Where lifetime gifts are made of assets that attract capital gains tax, great care must however be taken. This is because HMRC substitute the market value of the asset for actual consideration and capital gains tax is payable by the donor on the gain arising based on this figure.
Therefore whilst cash can be gifted to an individual with no immediate liability arising, this is not the case where assets are concerned.
Gifts out of income
If you have surplus income and giving some away will not mean a drop in your living standards, you can also make tax free gifts provided they are ‘normal expenditure out of income’. Such gifts fall outside the 7-year criteria, meaning that as soon as cash is gifted in this situation, it is deemed to be outside your estate. Gifts must be regular gifts, for example, for monthly or quarterly expenditure such as school fees, insurance premiums, regular holidays, a monthly allowance, and they must be made from income not capital. All gifts must be recorded in detail, and you must be able to demonstrate the existence of surplus income to cover them.
Annual gifting allowances
- You can give away a total of £3,000 in gifts each tax year without them being included in the value of your estate. This can be to one person or split between several people. If you don’t use this exemption in one tax year, you can carry it forward to the next tax year only;
- You can also give as many gifts of up to £250 per person as you want each tax year as long as you have not used another allowance on the same person;
- Birthday or Christmas gifts you give from your regular income are exempt from inheritance tax;
- Wedding gifts can also be made tax free provided the gift is received before the wedding.
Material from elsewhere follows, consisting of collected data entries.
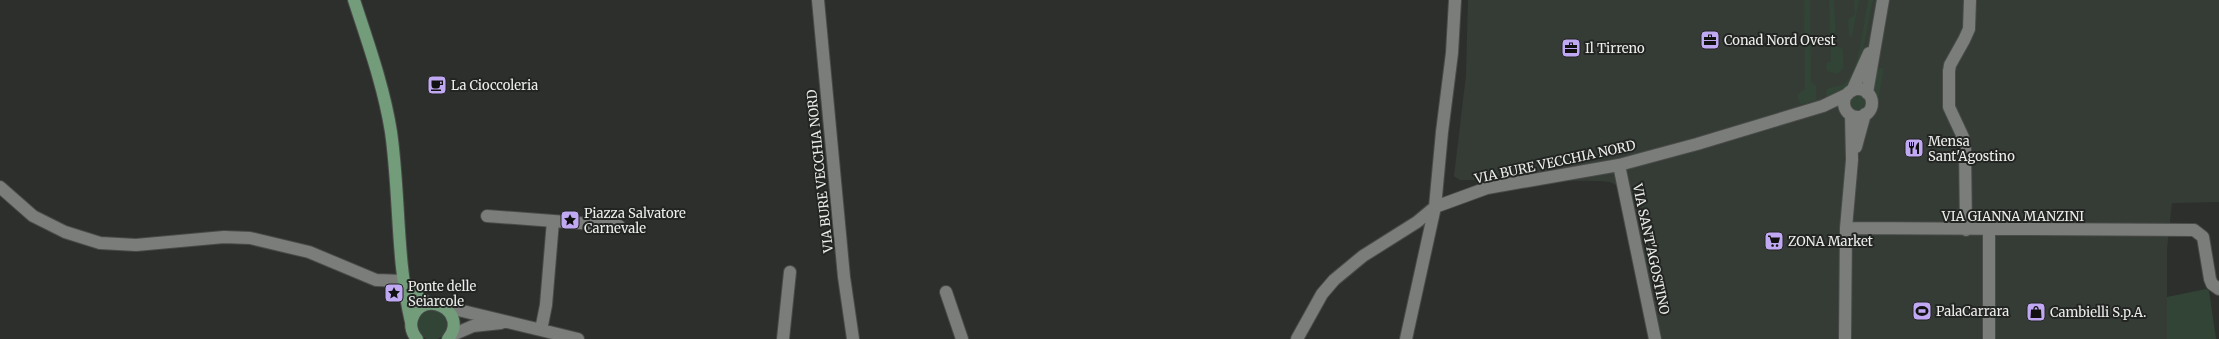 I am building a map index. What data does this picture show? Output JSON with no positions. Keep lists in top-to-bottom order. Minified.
{"streets":{"street":["VIA BURE VECCHIA NORD","VIA GIANNA MANZINI","VIA SANT'AGOSTINO"]},"crossings":[["VIA BURE VECCHIA NORD","VIA SANT'AGOSTINO"]],"places":{"office":["Conad Nord Ovest","Il Tirreno"],"cafe":["La Cioccoleria"],"restaurant":["Mensa Sant'Agostino"],"place":["Piazza Salvatore Carnevale","Ponte delle Seiarcole"],"supermarket":["ZONA Market"],"sports":["PalaCarrara"],"shop":["Cambielli S.p.A."]}} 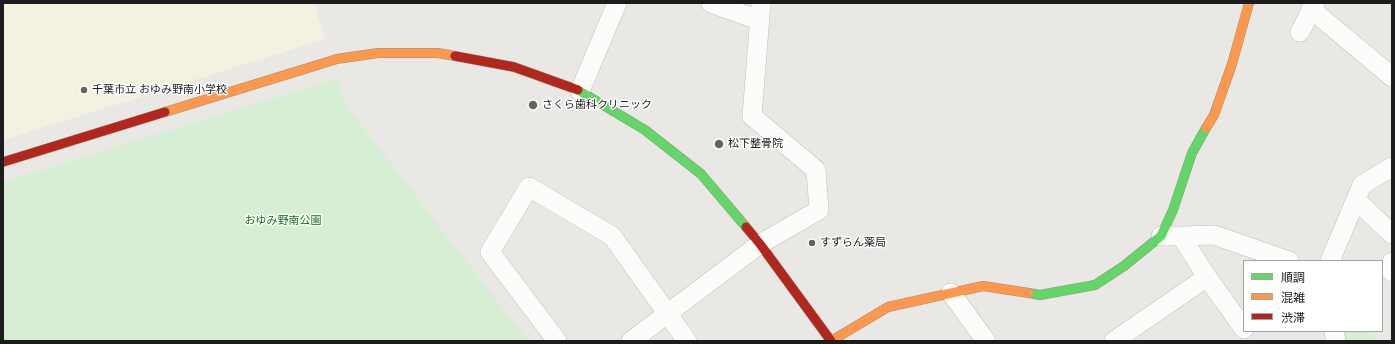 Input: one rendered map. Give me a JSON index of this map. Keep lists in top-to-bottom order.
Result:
{
  "parks": ["おゆみ野南公園"],
  "places": [
    "千葉市立 おゆみ野南小学校",
    "さくら歯科クリニック",
    "松下整骨院",
    "すずらん薬局"
  ],
  "legend": ["順調", "混雑", "渋滞"]
}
The amounts allowable are:
- £5,000 to a child;
- £2,500 to a grandchild or great-grandchild;
- £1,000 to another person.
Gifts to charity
In addition to lifetime gifts, if you make gifts to a charity or political party in your will, they may qualify for a reduced rate of inheritance tax (36% instead of 40%) applying to your remaining estate.
To qualify the charity must be registered in the UK and the amount left to the charity must be at least 10% of your ‘net’ estate.